**Stored items**.
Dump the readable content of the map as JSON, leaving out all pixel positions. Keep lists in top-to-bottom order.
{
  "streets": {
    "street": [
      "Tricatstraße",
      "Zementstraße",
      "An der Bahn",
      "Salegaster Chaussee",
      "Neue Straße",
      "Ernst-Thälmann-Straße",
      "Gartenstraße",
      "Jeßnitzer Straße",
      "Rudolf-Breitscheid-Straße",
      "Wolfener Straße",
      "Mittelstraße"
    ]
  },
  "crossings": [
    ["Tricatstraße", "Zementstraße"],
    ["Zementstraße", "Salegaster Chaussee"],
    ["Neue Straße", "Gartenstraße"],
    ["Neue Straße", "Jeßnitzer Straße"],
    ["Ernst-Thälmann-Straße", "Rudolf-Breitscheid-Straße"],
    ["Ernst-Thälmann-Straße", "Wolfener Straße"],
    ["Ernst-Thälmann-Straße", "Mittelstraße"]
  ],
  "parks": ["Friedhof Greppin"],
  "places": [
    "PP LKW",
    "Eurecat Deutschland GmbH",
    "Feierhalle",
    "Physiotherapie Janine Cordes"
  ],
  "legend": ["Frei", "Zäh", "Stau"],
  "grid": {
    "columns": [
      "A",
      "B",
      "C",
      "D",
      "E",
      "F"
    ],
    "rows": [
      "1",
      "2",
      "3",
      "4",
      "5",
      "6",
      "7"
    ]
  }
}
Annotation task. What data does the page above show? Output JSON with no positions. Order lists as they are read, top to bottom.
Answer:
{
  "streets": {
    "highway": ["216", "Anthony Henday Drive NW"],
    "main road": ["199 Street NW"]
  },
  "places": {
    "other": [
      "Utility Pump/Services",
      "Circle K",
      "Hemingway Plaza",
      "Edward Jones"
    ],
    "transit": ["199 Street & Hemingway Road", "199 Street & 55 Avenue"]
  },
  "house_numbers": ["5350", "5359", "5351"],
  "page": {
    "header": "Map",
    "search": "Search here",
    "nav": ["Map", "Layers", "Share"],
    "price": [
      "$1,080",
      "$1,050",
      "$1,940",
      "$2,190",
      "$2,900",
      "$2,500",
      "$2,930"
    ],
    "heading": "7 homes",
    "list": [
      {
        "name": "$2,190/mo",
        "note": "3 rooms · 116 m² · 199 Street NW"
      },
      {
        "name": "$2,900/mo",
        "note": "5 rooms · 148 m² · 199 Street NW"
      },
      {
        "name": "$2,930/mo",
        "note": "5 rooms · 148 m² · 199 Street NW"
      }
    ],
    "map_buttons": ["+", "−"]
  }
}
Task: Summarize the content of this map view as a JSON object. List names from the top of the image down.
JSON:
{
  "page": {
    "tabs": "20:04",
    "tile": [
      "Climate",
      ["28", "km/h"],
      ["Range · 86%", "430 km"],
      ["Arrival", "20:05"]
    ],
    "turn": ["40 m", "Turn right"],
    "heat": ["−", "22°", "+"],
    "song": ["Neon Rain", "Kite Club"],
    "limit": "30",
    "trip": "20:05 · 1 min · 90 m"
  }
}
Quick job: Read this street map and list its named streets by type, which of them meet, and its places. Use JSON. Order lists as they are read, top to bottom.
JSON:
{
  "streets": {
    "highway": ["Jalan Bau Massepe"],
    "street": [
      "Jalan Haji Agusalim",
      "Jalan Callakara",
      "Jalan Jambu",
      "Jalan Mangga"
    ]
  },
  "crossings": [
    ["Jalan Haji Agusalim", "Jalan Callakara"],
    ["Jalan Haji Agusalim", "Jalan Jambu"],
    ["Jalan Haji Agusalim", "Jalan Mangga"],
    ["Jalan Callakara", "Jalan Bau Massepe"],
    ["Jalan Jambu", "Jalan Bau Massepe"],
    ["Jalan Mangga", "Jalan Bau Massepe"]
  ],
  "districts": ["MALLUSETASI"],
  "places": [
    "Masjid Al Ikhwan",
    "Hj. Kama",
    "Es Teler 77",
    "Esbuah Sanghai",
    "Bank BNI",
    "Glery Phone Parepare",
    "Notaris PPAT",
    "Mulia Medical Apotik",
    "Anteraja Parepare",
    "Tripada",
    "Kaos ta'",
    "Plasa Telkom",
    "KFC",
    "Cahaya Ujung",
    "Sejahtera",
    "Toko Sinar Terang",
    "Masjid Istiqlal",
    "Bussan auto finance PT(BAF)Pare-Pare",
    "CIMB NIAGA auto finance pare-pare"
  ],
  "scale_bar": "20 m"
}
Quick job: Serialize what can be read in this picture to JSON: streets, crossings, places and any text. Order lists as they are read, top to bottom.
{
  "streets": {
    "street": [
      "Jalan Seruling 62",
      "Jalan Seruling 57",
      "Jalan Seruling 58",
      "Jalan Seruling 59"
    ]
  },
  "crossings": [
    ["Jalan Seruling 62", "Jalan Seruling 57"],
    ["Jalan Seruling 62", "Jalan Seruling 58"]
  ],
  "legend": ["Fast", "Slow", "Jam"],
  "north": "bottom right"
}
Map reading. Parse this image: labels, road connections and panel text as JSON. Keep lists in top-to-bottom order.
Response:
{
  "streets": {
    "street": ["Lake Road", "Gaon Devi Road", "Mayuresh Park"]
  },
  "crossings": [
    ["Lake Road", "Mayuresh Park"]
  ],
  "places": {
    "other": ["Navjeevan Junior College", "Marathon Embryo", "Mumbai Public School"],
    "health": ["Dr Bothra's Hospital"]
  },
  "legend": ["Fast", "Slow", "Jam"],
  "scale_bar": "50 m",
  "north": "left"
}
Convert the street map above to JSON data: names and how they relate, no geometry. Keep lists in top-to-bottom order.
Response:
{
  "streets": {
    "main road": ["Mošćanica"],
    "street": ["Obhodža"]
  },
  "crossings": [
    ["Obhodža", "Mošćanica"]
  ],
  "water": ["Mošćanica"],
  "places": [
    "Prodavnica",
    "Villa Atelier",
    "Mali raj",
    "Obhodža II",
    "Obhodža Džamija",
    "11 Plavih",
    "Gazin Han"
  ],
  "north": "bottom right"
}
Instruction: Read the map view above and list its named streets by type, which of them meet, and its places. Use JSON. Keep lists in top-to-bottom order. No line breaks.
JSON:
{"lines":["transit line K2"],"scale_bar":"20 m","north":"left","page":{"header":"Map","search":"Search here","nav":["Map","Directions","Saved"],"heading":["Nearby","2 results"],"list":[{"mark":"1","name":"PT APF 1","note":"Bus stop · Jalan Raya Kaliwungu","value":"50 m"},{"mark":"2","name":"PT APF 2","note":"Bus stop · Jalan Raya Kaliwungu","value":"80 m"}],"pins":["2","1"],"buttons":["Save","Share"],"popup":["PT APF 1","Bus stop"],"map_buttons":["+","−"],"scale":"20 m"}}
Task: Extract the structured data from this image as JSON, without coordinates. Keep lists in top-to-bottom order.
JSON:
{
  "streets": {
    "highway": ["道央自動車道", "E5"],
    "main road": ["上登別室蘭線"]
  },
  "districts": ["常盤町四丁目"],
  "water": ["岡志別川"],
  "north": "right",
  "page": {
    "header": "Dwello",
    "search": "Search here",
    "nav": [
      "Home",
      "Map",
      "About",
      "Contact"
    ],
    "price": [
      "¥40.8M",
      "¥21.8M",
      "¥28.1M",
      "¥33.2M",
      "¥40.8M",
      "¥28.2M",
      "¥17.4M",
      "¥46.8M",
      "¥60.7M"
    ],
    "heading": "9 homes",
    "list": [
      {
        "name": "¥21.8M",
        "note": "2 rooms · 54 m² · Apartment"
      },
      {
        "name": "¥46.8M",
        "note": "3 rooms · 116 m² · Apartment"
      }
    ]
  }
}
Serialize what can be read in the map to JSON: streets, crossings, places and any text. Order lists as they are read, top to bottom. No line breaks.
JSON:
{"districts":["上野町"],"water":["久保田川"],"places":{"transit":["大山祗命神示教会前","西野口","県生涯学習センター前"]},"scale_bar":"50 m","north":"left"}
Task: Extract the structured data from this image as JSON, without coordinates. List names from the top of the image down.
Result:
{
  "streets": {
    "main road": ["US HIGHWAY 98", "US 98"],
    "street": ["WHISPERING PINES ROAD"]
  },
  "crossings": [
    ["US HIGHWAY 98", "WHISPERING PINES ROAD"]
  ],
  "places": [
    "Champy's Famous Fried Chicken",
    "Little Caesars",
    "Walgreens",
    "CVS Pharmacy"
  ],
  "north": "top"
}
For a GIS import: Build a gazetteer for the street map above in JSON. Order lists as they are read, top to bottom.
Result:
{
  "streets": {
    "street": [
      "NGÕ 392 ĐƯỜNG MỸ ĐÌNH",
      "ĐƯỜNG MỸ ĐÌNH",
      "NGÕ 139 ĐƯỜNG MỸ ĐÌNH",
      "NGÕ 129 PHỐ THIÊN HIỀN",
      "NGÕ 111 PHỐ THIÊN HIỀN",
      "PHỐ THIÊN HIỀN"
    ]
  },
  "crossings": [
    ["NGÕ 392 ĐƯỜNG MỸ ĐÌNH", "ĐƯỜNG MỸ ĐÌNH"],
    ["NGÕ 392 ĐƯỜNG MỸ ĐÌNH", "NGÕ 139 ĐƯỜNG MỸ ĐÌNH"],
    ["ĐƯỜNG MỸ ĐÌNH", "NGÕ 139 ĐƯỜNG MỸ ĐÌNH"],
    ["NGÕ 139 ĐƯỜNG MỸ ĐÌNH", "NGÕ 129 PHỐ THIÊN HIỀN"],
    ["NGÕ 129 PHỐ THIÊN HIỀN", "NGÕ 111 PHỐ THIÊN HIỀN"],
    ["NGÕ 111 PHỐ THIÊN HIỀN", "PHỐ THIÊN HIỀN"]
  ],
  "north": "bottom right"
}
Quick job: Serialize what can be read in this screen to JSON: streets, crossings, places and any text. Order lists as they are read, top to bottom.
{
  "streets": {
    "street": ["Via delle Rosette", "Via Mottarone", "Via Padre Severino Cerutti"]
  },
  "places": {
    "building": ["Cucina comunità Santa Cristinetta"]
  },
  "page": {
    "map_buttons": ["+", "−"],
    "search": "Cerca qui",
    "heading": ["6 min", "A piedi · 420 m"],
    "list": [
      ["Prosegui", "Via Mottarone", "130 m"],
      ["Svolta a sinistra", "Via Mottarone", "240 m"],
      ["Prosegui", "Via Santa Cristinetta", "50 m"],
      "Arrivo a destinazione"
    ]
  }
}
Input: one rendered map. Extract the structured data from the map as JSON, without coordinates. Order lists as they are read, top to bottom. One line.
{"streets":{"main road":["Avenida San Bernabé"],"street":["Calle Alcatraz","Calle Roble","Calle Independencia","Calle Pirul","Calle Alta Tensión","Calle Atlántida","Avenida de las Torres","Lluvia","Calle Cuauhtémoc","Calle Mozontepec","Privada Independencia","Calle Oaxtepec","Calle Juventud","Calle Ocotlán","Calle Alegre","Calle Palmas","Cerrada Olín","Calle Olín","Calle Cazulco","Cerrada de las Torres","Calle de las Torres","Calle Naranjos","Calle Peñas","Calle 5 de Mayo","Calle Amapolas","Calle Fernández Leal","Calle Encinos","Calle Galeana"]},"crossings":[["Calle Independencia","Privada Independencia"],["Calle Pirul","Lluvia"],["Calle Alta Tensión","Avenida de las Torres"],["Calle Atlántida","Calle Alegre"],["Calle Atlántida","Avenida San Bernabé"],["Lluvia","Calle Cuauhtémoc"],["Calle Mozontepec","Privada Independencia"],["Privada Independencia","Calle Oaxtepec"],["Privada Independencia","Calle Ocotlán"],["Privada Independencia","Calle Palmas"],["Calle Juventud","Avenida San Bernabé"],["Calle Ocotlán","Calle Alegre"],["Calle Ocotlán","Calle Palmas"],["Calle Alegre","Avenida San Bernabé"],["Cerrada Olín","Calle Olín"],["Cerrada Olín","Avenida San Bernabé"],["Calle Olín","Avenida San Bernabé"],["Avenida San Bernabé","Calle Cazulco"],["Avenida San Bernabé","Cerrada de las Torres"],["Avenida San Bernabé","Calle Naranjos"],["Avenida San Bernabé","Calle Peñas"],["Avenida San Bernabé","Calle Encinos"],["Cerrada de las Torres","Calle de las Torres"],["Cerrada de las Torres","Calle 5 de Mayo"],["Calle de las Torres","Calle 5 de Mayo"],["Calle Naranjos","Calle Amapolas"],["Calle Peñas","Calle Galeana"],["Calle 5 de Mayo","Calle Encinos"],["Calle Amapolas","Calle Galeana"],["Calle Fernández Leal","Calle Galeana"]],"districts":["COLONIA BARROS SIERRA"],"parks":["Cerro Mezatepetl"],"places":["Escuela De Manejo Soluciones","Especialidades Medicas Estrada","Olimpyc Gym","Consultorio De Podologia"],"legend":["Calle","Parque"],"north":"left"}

**Assigned task**. Check each line above for the string "meet" and return those that contain it.

**Task result**.
Quick job: Read this street map and list its named streets by type, which of them meet, and its places. Use JSON. Order lists as they are read, top to bottom.
Instruction: Read the map view above and list its named streets by type, which of them meet, and its places. Use JSON. Keep lists in top-to-bottom order. No line breaks.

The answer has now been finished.